### EXERCISE OBJECTIVE
Would you filter these records and copy every line that has the word "place"?

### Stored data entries
- - - -

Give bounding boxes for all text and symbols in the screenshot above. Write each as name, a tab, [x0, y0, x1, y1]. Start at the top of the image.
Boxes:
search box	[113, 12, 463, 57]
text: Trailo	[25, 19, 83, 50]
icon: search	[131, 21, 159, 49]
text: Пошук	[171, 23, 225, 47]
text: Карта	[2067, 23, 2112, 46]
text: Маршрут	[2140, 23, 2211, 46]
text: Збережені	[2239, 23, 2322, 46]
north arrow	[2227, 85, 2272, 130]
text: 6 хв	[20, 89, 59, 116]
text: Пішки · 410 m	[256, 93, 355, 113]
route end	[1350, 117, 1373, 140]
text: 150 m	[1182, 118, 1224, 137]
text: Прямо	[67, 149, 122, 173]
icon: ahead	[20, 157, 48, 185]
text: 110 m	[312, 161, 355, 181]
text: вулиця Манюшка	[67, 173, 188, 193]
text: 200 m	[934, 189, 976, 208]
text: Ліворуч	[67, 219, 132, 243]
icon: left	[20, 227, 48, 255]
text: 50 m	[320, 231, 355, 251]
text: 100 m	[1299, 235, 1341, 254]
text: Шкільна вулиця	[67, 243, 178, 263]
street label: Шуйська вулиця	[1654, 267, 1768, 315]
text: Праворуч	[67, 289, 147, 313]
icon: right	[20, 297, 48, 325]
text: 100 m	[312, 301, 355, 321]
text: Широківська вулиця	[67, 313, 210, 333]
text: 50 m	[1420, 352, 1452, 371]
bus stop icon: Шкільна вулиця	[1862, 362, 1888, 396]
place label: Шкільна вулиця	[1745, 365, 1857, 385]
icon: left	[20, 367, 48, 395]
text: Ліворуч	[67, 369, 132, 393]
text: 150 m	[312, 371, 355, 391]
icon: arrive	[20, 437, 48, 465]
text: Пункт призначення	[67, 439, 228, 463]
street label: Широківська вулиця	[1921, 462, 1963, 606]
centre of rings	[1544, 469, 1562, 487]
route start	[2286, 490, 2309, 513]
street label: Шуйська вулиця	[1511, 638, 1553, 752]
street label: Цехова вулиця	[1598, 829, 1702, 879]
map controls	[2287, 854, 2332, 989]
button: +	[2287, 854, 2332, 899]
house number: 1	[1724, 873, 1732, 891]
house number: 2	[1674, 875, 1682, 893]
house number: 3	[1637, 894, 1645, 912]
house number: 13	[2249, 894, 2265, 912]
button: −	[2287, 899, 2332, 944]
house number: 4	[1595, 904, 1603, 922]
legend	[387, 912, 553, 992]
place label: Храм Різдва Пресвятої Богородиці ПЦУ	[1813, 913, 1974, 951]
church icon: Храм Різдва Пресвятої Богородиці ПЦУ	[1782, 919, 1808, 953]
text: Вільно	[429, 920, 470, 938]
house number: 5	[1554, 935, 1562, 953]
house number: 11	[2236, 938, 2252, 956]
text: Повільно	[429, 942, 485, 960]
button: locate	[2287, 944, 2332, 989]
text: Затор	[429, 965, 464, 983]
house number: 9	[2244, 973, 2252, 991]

- - - -

### ANSWER TO THE PROBLEM
place label: Шкільна вулиця	[1745, 365, 1857, 385]
place label: Храм Різдва Пресвятої Богородиці ПЦУ	[1813, 913, 1974, 951]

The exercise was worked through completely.